*** Begin section ***

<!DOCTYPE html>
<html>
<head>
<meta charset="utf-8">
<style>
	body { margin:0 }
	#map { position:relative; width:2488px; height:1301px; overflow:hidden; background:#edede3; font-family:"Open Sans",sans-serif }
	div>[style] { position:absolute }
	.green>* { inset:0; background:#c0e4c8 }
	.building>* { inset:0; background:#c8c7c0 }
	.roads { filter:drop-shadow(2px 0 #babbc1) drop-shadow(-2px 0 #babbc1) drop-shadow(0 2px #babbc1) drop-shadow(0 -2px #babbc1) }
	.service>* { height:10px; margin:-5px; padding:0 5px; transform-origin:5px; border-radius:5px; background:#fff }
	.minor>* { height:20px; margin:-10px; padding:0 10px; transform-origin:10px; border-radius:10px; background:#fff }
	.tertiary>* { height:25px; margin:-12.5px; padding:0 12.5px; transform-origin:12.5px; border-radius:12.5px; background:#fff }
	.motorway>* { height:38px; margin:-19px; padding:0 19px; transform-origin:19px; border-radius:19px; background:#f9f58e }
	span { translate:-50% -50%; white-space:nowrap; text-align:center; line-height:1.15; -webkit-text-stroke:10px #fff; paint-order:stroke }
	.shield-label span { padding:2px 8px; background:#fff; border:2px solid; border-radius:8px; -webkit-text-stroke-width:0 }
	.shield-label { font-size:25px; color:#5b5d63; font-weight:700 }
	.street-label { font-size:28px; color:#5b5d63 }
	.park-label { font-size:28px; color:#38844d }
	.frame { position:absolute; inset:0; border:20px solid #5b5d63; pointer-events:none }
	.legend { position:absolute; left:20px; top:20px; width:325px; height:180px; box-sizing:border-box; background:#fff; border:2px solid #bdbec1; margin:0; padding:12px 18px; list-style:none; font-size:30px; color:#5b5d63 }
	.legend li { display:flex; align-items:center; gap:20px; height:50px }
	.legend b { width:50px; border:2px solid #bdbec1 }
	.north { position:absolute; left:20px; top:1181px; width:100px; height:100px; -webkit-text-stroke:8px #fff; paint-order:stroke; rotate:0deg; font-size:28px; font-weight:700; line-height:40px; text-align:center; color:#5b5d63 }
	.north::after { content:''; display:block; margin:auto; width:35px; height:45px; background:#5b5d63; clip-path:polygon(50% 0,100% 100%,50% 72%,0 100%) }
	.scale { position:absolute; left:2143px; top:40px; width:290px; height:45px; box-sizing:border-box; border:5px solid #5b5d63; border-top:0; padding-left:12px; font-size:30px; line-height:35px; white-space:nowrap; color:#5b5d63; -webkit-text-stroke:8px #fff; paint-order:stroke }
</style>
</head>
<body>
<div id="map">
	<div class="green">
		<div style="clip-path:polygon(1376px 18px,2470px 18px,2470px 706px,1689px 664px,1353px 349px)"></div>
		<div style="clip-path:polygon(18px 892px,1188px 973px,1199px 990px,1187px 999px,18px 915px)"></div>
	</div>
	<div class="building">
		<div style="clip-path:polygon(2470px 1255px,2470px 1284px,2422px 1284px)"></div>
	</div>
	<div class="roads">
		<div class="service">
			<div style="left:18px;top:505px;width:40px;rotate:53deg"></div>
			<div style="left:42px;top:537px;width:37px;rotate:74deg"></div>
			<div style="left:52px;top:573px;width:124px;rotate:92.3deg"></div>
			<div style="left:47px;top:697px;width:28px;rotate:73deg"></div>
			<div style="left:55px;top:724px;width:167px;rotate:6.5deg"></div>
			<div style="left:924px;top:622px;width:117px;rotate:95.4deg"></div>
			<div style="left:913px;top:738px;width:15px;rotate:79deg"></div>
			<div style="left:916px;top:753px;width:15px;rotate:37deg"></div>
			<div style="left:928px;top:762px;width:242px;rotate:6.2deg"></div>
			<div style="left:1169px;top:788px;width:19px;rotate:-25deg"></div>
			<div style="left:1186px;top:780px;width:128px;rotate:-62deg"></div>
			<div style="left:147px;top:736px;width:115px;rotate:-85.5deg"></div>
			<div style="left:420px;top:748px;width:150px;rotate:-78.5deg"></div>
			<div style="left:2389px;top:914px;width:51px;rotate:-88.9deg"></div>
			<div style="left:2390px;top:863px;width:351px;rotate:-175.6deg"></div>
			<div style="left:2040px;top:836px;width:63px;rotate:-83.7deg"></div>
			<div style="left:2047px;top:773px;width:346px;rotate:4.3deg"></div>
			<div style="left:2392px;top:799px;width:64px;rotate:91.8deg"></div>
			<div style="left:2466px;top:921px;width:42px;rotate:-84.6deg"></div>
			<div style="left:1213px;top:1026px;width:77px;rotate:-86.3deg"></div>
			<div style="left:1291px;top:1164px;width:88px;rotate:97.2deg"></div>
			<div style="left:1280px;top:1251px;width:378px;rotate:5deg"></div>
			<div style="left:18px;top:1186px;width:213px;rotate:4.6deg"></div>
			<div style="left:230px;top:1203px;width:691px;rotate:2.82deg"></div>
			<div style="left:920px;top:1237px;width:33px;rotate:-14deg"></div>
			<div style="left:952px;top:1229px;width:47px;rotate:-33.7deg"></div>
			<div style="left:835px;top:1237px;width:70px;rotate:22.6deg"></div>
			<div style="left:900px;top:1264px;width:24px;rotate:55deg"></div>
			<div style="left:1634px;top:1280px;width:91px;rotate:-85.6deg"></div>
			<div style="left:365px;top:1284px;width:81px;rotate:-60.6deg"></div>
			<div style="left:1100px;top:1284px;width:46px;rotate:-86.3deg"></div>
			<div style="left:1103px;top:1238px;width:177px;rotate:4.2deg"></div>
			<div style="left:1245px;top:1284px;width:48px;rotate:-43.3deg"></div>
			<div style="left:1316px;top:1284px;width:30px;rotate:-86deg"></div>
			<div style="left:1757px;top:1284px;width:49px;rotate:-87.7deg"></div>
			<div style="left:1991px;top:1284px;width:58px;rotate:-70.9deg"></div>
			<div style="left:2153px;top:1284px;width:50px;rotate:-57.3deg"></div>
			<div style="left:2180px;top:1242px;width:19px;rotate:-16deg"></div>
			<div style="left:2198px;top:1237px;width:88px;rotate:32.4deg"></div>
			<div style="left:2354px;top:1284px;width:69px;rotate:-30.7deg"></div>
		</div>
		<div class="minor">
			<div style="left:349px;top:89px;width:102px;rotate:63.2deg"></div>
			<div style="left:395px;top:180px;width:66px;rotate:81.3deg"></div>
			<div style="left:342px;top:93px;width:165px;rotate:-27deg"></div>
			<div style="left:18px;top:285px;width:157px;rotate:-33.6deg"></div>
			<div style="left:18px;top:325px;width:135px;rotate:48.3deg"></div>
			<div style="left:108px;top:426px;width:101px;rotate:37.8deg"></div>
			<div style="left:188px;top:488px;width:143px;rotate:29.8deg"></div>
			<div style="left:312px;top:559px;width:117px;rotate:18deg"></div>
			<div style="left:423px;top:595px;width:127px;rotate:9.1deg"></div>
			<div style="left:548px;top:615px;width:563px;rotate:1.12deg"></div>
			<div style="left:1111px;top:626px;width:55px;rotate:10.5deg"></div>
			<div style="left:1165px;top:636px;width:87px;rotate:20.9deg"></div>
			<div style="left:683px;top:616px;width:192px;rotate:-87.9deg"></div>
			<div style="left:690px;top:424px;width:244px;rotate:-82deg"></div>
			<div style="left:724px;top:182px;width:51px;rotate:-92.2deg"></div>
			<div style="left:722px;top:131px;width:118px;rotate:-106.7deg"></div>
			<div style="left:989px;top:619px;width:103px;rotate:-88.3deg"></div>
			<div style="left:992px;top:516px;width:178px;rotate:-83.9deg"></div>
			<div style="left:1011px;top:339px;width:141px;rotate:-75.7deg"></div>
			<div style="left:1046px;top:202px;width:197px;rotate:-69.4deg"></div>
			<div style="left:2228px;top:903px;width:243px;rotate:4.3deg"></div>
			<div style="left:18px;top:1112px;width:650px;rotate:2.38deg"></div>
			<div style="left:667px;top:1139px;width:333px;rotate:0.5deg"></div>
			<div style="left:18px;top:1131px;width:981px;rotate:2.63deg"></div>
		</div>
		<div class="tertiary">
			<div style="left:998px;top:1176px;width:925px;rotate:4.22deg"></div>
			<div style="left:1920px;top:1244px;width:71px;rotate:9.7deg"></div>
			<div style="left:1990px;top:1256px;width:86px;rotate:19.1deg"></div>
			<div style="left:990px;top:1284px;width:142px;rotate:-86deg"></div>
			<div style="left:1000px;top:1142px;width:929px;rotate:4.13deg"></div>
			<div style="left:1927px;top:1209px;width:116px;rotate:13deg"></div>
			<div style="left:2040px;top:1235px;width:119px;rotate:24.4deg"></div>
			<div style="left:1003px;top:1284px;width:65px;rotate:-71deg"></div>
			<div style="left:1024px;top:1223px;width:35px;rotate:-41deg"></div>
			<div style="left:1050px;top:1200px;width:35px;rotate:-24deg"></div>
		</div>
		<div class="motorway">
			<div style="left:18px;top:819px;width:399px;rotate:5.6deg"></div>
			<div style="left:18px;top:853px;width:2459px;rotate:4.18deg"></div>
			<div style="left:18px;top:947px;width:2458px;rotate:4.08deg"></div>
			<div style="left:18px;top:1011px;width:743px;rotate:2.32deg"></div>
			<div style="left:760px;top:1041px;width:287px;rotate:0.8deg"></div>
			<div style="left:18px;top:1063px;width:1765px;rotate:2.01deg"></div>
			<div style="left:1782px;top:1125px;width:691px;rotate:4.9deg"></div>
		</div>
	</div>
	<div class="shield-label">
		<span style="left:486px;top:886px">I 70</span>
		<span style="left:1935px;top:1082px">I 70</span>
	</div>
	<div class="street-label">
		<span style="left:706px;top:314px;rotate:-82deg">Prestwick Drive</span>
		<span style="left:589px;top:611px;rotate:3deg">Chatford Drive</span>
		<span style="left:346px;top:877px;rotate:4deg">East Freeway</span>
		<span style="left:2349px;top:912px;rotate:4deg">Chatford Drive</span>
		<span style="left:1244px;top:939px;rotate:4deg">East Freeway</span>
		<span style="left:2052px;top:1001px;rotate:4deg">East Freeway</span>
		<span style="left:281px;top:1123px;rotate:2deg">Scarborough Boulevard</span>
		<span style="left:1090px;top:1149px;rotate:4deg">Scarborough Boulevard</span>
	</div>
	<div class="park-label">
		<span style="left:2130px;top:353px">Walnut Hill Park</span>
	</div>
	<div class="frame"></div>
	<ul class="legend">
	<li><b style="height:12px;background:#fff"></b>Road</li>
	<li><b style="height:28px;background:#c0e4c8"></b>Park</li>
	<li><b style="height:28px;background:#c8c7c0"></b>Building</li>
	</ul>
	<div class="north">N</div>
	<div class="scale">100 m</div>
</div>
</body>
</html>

*** End section ***

→ PROBLEM DETAILS
Across all the records above, find each line with "roads" in it and copy it.

→ WRITTEN SOLUTION
	.roads { filter:drop-shadow(2px 0 #babbc1) drop-shadow(-2px 0 #babbc1) drop-shadow(0 2px #babbc1) drop-shadow(0 -2px #babbc1) }
	<div class="roads">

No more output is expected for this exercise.